M’habiller rock’n’roll, il n’y fallait pas songer. Déjà qu’avec un foulard dans la chemise je ressemble à un pélican qui a oublié de rentrer son jabot ! Alors, avec du gominé, du cuir, des clous, des chaînes, des bagouzes, de quoi aurais-je eu l’air ? D’un bourgeois qui fait un extra à la Techno Parade.

C’est l’esprit rock’n’roll que j’aurais aimé posséder. Avec une rock’n’roll attitude. C’est-à-dire ? Préférer le rythme à la sagesse, la cadence à la morale, le tempo à la raison, le balancement à la quiétude, la scansion aux bonnes manières. La vie comme la musique rock’n’roll : à quatre temps, en appuyant fort sur le deuxième, le risque, et sur le quatrième, la jouissance. Les deux autres temps ? L’amour et l’amour ! Waouh !

Plusieurs fois j’ai rêvé que je menais une existence rock’n’roll. Je rêvais que je dormais le jour et vivais la nuit.

Je me réveillais épuisé, la bouche puant le whisky et la vodka, les narines en feu, sur les genoux et cependant battant la mesure des deux pieds (métaphore rock’n’roll). Il me fallait une bonne journée bien tranquille, bien pépère, pour me remettre de cette folle nuit rock’n’roll passée sous la couette.

> Désinvolte

Ronchon

Mot d’origine lyonnaise. Qui justifie que je sois parfois ronchon. Et qui m’excuse à moitié. Le ronchonnement est le lot des types qui ne savent pas se mettre en colère. Au lieu de pousser une gueulante qui soulage, de se mettre en pétard, et ça s’entend, et ça se voit qu’ils ne sont pas contents, qu’ils en ont marre de toutes ces conneries, au lieu de fulminer, d’exploser, de hurler, ils grognent, ils râlent, ils bougonnent. Ils ronchonnent. Ah, ce n’est pas Cino Del Duca, le roi de la presse du cœur, qui aurait choisi d’exprimer son mécontentement par quelques mots ronchons ! Il envoyait son téléphone, à l’époque avec fil, à la tête du collaborateur récalcitrant. Je n’aurais pas même osé balancer une gomme ou un trombone ! Non, je maugréais, je marmonnais, je rognonnais, je maronnais, je ronchonnais.

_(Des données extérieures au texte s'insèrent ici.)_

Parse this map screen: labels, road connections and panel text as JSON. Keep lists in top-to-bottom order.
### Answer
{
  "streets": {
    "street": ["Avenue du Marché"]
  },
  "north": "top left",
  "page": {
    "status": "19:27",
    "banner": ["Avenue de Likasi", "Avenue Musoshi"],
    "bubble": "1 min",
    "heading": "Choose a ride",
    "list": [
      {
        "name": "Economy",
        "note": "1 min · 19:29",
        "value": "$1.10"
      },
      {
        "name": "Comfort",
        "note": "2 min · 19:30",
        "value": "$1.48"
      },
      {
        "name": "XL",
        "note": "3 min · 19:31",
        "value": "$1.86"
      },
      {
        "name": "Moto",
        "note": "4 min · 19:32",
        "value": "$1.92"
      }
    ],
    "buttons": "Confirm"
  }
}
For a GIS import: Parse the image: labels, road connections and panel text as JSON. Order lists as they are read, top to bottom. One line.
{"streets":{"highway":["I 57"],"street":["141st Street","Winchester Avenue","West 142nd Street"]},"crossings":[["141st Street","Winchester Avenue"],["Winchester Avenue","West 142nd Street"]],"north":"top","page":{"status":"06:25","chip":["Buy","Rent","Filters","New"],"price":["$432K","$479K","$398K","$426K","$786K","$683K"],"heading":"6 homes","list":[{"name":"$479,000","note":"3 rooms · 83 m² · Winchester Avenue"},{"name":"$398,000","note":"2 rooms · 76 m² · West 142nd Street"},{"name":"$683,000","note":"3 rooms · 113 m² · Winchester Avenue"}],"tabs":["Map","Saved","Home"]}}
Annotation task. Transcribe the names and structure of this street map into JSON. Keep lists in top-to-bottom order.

Pas longtemps, pas souvent. Mais quand je suis ronchon, cela se voit et s’entend comme si j’étais dans un état de grande colère.

Salon-bibliothèque

Quelles que soient l’ancienneté des reliures, l’originalité des collections, la rareté des éditions de luxe, la beauté des grands papiers, la distinction des exemplaires numérotés, non coupés, rien ne vaut, dans un salon ou une salle de séjour, l’alignement sur les rayonnages de centaines de livres d’édition courante, y compris de poche, dont on voit bien, aux rides de leurs dos, à la patine du temps, à une légère fatigue générale, qu’ils ont été lus, puis jugés dignes, sur leur contenu et non sur leur apparence, de rester à demeure, sous le regard proche et reconnaissant des habitants du lieu.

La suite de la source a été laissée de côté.